**Work instructions**. Copy out the records so that each line matches the original.

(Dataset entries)
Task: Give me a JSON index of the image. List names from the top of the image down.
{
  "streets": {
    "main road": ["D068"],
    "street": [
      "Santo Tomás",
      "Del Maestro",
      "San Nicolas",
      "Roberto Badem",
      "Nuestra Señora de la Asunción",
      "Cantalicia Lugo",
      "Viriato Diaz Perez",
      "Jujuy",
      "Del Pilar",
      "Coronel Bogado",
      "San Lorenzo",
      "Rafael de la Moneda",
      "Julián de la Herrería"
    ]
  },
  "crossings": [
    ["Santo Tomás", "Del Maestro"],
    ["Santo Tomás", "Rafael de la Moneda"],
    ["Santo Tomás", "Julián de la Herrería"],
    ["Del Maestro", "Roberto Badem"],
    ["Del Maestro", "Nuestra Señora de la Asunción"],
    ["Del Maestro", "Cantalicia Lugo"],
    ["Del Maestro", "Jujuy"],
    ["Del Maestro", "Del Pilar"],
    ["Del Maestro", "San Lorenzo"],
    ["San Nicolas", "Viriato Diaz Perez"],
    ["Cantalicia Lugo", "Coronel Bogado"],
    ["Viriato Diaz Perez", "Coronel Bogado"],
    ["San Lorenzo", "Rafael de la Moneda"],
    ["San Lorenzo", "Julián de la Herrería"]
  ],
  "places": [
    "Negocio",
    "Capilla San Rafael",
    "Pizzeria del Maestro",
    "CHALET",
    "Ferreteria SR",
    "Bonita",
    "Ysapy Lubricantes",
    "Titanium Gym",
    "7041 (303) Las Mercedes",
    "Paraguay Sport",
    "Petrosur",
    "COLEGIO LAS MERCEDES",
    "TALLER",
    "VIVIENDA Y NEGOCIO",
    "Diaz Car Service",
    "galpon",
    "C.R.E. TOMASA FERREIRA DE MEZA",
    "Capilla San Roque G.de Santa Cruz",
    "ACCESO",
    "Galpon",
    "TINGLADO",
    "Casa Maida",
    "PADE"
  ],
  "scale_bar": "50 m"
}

**Answer to this problem**.
Task: Give me a JSON index of the image. List names from the top of the image down.
{
  "streets": {
    "main road": ["D068"],
    "street": [
      "Santo Tomás",
      "Del Maestro",
      "San Nicolas",
      "Roberto Badem",
      "Nuestra Señora de la Asunción",
      "Cantalicia Lugo",
      "Viriato Diaz Perez",
      "Jujuy",
      "Del Pilar",
      "Coronel Bogado",
      "San Lorenzo",
      "Rafael de la Moneda",
      "Julián de la Herrería"
    ]
  },
  "crossings": [
    ["Santo Tomás", "Del Maestro"],
    ["Santo Tomás", "Rafael de la Moneda"],
    ["Santo Tomás", "Julián de la Herrería"],
    ["Del Maestro", "Roberto Badem"],
    ["Del Maestro", "Nuestra Señora de la Asunción"],
    ["Del Maestro", "Cantalicia Lugo"],
    ["Del Maestro", "Jujuy"],
    ["Del Maestro", "Del Pilar"],
    ["Del Maestro", "San Lorenzo"],
    ["San Nicolas", "Viriato Diaz Perez"],
    ["Cantalicia Lugo", "Coronel Bogado"],
    ["Viriato Diaz Perez", "Coronel Bogado"],
    ["San Lorenzo", "Rafael de la Moneda"],
    ["San Lorenzo", "Julián de la Herrería"]
  ],
  "places": [
    "Negocio",
    "Capilla San Rafael",
    "Pizzeria del Maestro",
    "CHALET",
    "Ferreteria SR",
    "Bonita",
    "Ysapy Lubricantes",
    "Titanium Gym",
    "7041 (303) Las Mercedes",
    "Paraguay Sport",
    "Petrosur",
    "COLEGIO LAS MERCEDES",
    "TALLER",
    "VIVIENDA Y NEGOCIO",
    "Diaz Car Service",
    "galpon",
    "C.R.E. TOMASA FERREIRA DE MEZA",
    "Capilla San Roque G.de Santa Cruz",
    "ACCESO",
    "Galpon",
    "TINGLADO",
    "Casa Maida",
    "PADE"
  ],
  "scale_bar": "50 m"
}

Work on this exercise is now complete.